*** Opening Data provided ***

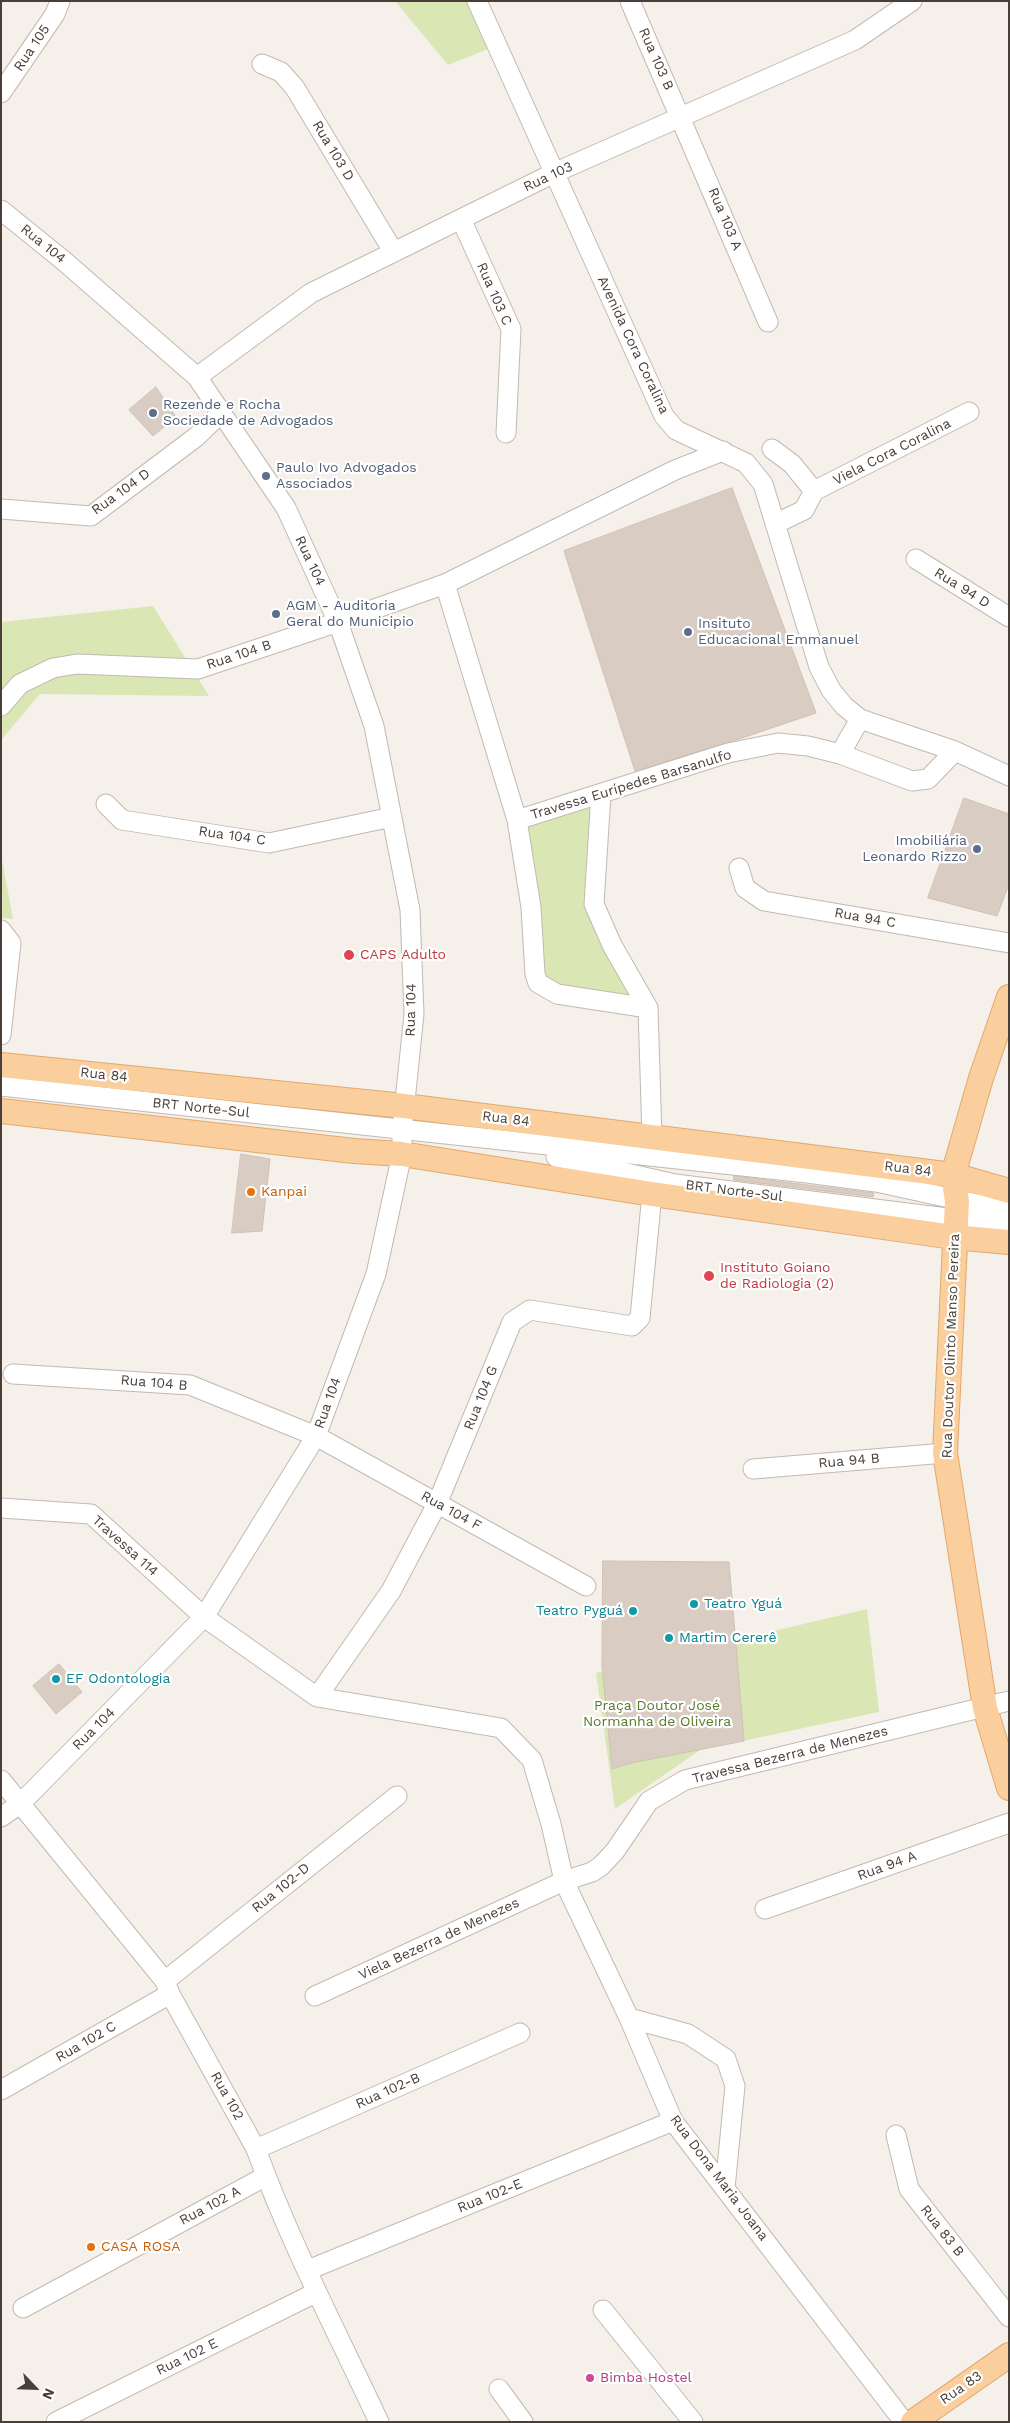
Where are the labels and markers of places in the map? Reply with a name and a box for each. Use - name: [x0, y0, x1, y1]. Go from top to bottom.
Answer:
- place label: Rezende e Rocha Sociedade de Advogados: [163, 397, 333, 430]
- marker: Rezende e Rocha Sociedade de Advogados: [147, 407, 159, 419]
- place label: Paulo Ivo Advogados Associados: [276, 460, 417, 492]
- marker: Paulo Ivo Advogados Associados: [260, 470, 272, 482]
- place label: AGM - Auditoria Geral do Municipio: [286, 598, 414, 630]
- marker: AGM - Auditoria Geral do Municipio: [270, 608, 282, 620]
- place label: Insituto Educacional Emmanuel: [698, 616, 859, 648]
- marker: Insituto Educacional Emmanuel: [682, 626, 694, 638]
- place label: Imobiliária Leonardo Rizzo: [862, 833, 967, 866]
- marker: Imobiliária Leonardo Rizzo: [971, 843, 983, 855]
- place label: CAPS Adulto: [360, 947, 446, 963]
- marker: CAPS Adulto: [342, 948, 356, 962]
- place label: Kanpai: [261, 1184, 307, 1200]
- marker: Kanpai: [245, 1186, 257, 1198]
- place label: Instituto Goiano de Radiologia (2): [720, 1260, 834, 1292]
- marker: Instituto Goiano de Radiologia (2): [702, 1269, 716, 1283]
- place label: Teatro Yguá: [704, 1596, 782, 1612]
- marker: Teatro Yguá: [688, 1598, 700, 1610]
- place label: Teatro Pyguá: [536, 1603, 623, 1619]
- marker: Teatro Pyguá: [627, 1605, 639, 1617]
- place label: Martim Cererê: [679, 1630, 777, 1646]
- marker: Martim Cererê: [663, 1632, 675, 1644]
- place label: EF Odontologia: [66, 1671, 171, 1687]
- marker: EF Odontologia: [50, 1673, 62, 1685]
- place label: CASA ROSA: [101, 2239, 180, 2255]
- marker: CASA ROSA: [85, 2241, 97, 2253]
- place label: Bimba Hostel: [600, 2370, 692, 2386]
- marker: Bimba Hostel: [584, 2372, 596, 2384]

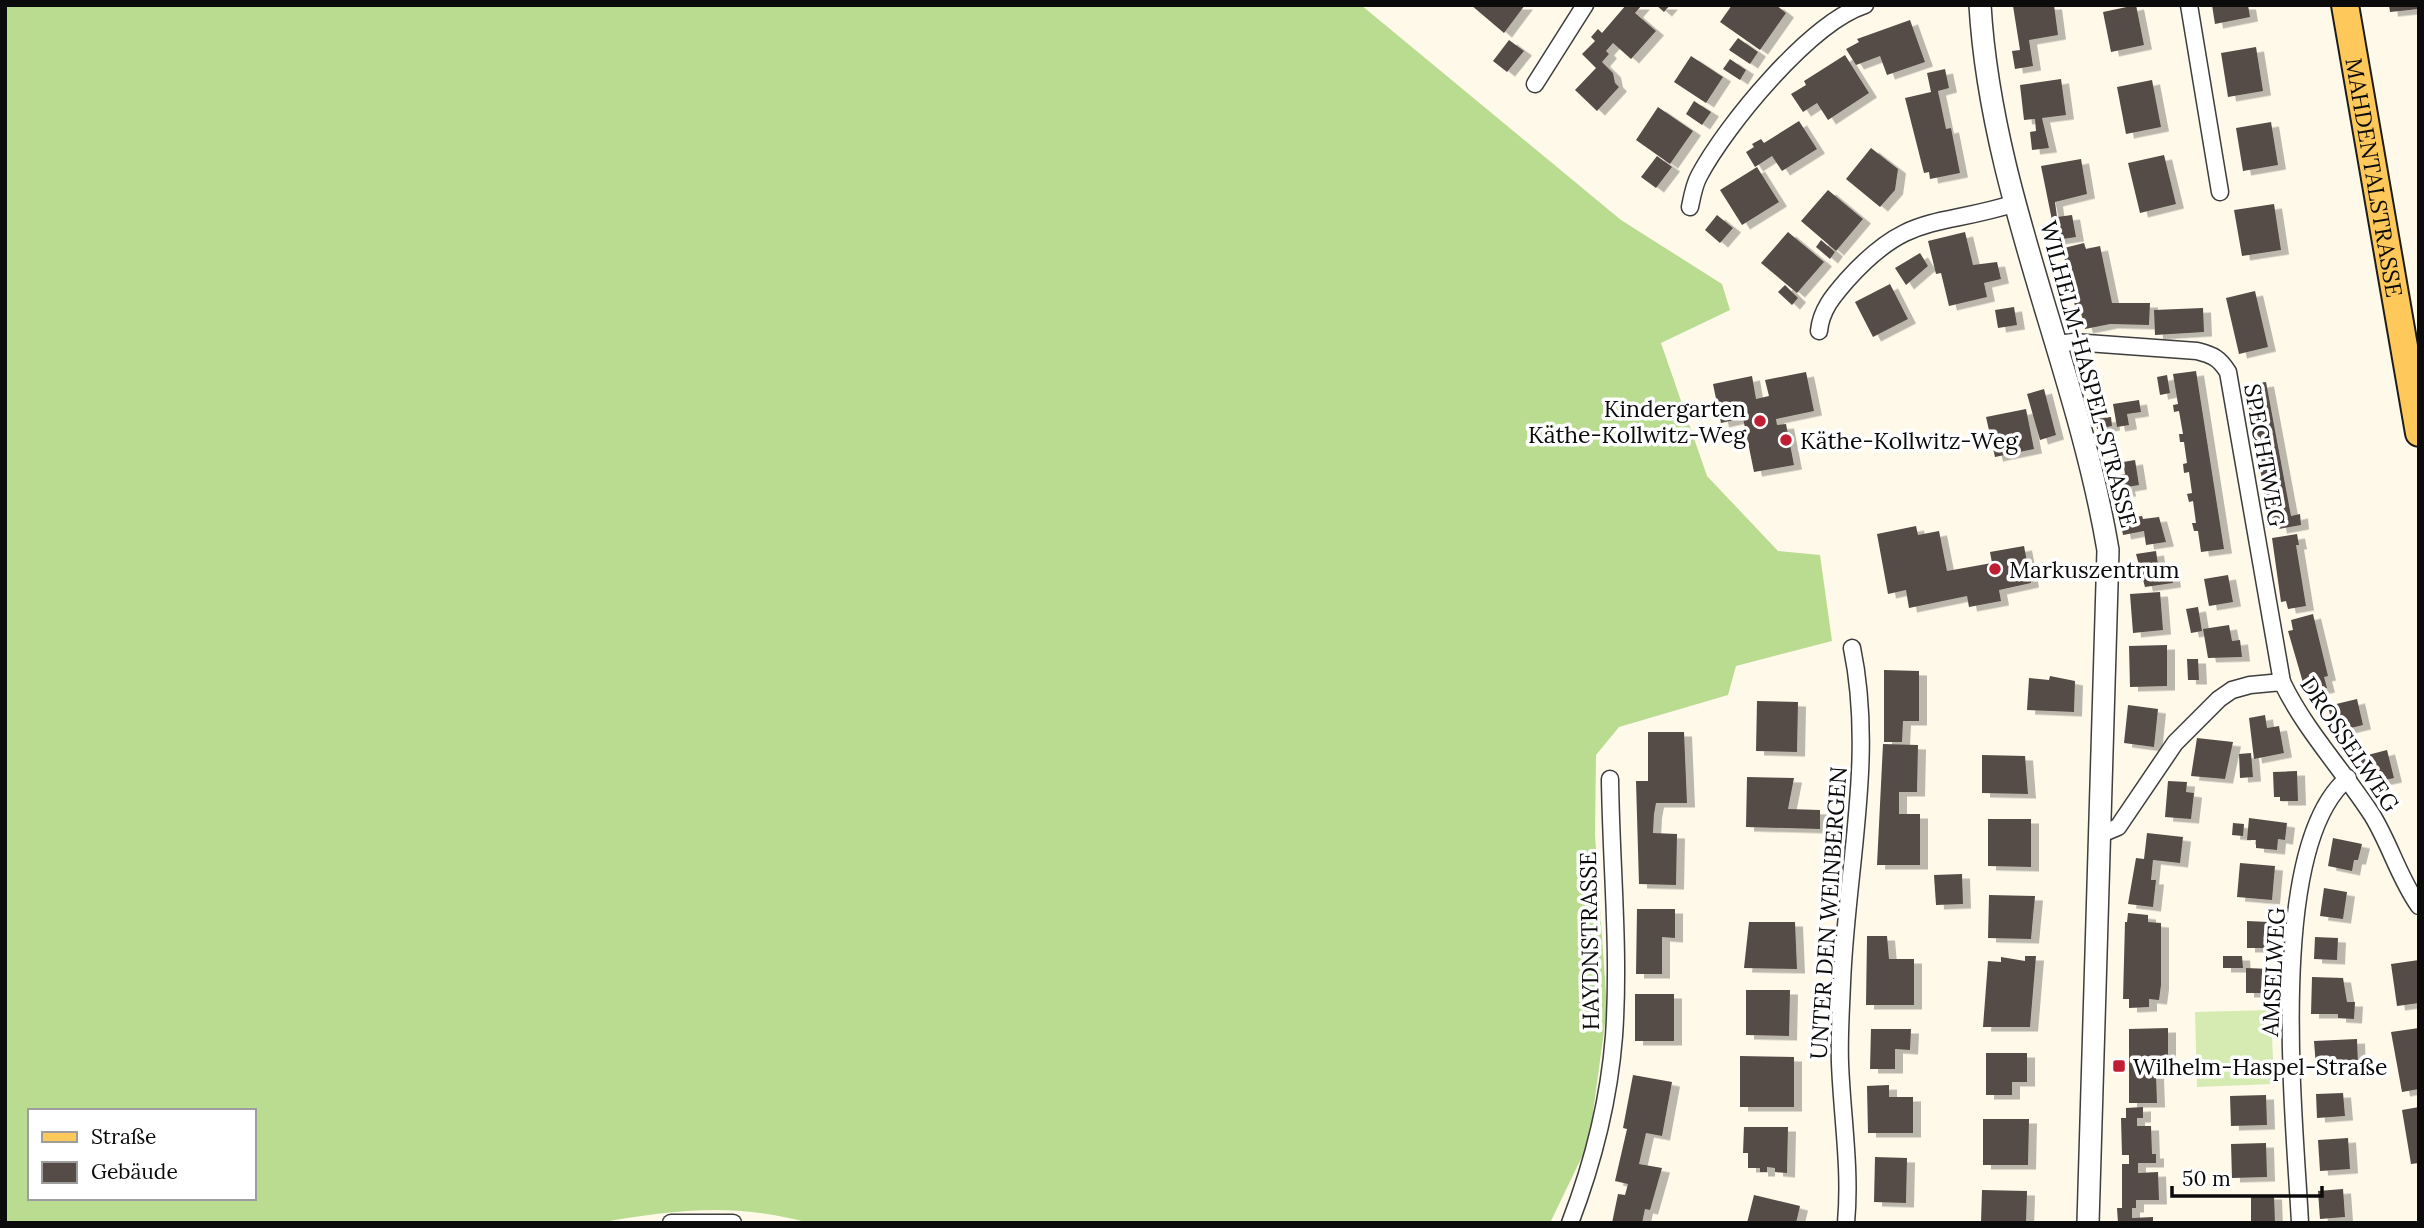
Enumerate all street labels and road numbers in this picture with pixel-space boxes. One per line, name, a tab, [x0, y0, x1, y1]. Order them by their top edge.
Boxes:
street label: MAHDENTALSTRASSE	[2340, 56, 2410, 299]
street label: WILHELM-HASPEL-STRASSE	[2034, 218, 2144, 530]
street label: SPECHTWEG	[2238, 381, 2292, 529]
street label: DROSSELWEG	[2294, 671, 2406, 817]
street label: UNTER DEN WEINBERGEN	[1803, 765, 1853, 1061]
street label: HAYDNSTRASSE	[1573, 851, 1605, 1031]
street label: AMSELWEG	[2255, 906, 2291, 1038]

*** Closing Data provided ***

Your instructions:
Find each line above that contains "name", and copy those lines.

Response:
Where are the labels and markers of places in the map? Reply with a name and a box for each. Use - name: [x0, y0, x1, y1]. Go from top to bottom.
Enumerate all street labels and road numbers in this picture with pixel-space boxes. One per line, name, a tab, [x0, y0, x1, y1]. Order them by their top edge.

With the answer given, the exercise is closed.